The film begins toward the end of the 26-year Sri Lankan civil war. Our central character is a survivor of the conflict named Sivadhasan, played by author and non-professional actor Antonythasan Jesuthasan, who was also a Tamil soldier and refugee. We meet Sivadhasan at the beginning as he watches many of his fellow soldiers’ corpses burning in the night. Here we also meet a woman, played by Kalieaswari Srinivasan, running around a refugee camp asking children if their parents are with them. Finally finding a young girl who has lost most of her familial connections, played by Claudine Vinasithamby, the woman makes her way to a tent where Sivadhasan, she, and the young girl take on the identities of a dead family.

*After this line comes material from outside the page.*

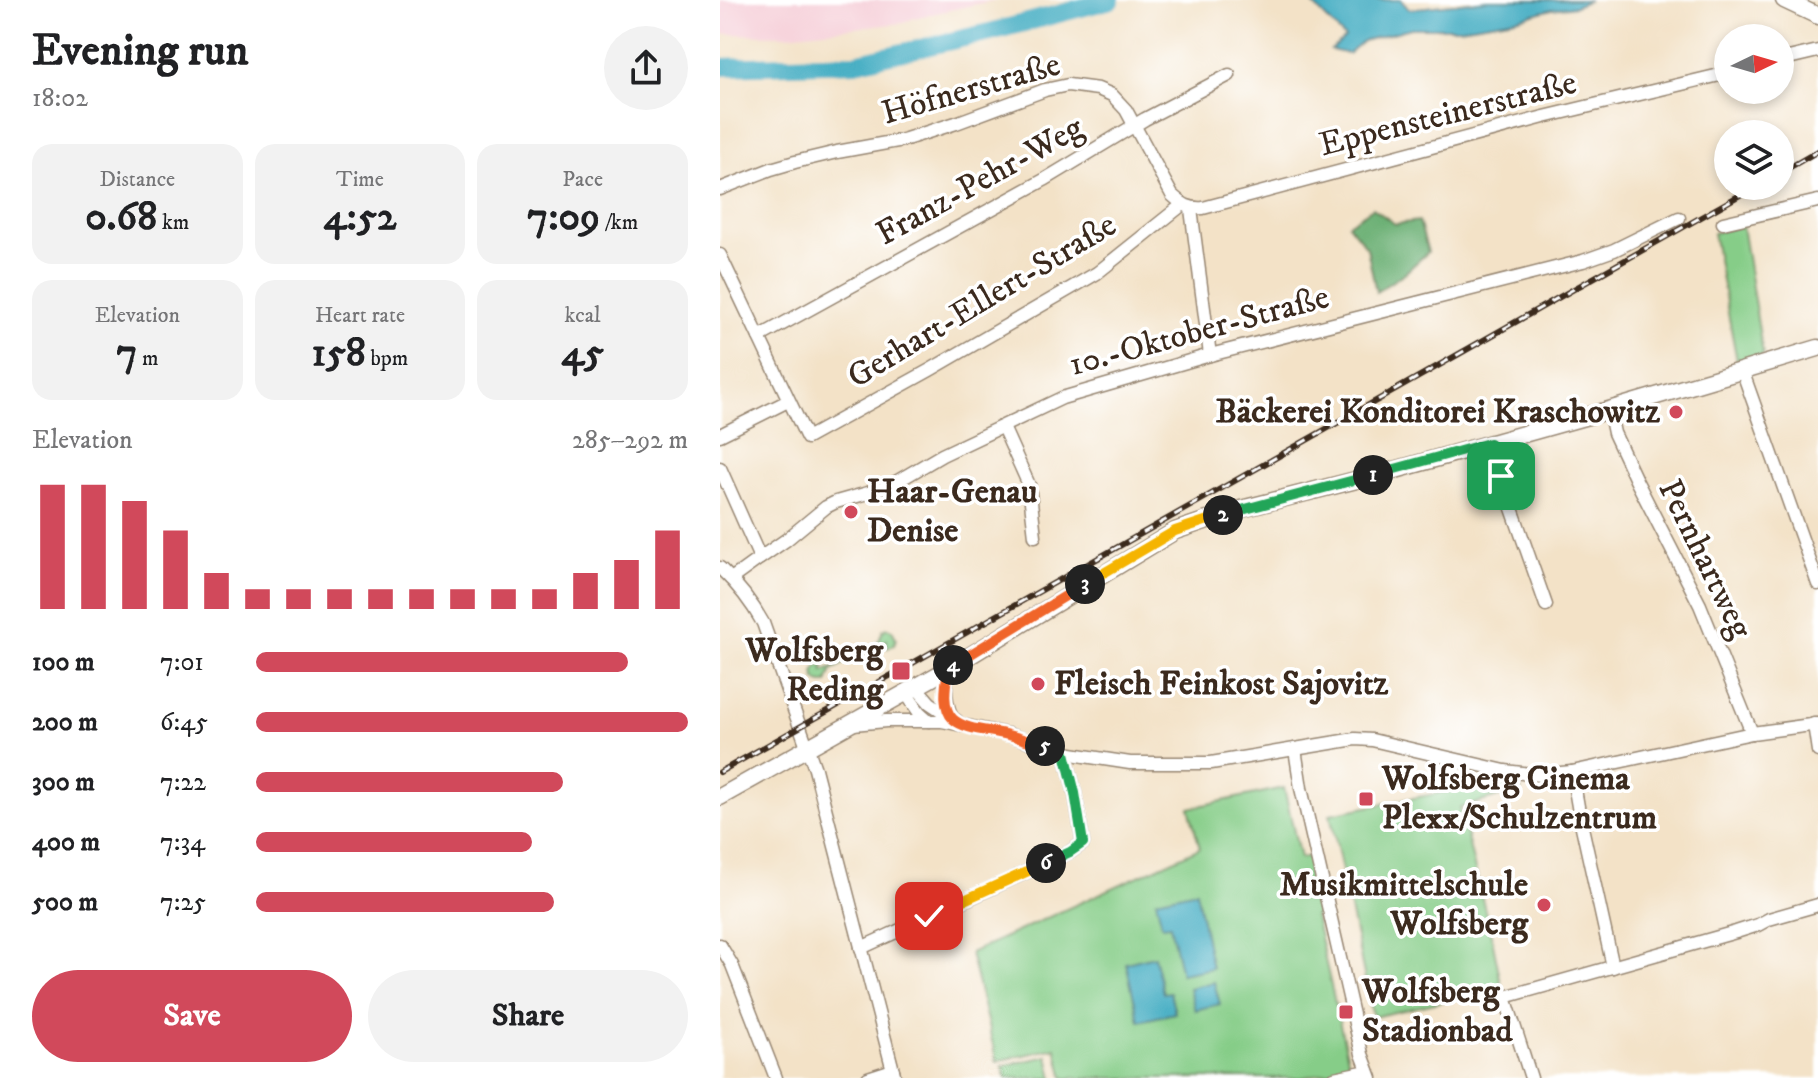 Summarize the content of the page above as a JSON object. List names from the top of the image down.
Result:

They are now Dheepan, husband; Yalini, wife; and Illayaal, daughter. They are ready to transition to their next life, having lost everything in Sri Lanka.
Together they journey to Paris. At the beginning of this new life, each is more or less in it for him or herself only. They play their respective roles only when necessary and look at each other more as co-workers. But things start to feel real again, and they can drift a little bit into this new fantasy. Dheepan becomes the caretaker of the rough tenement building across the way. Yalini takes care of an incapacitated elderly man. Illayaal goes to school, asking Yalini to give her a kiss on the cheek as the other parents do.
The actors, though non-professional, are tremendous. They play the parts of the dislocated and fractured wonderfully, and it’s fun and heartbreaking to see them begin to hope again, to start to believe in their new life.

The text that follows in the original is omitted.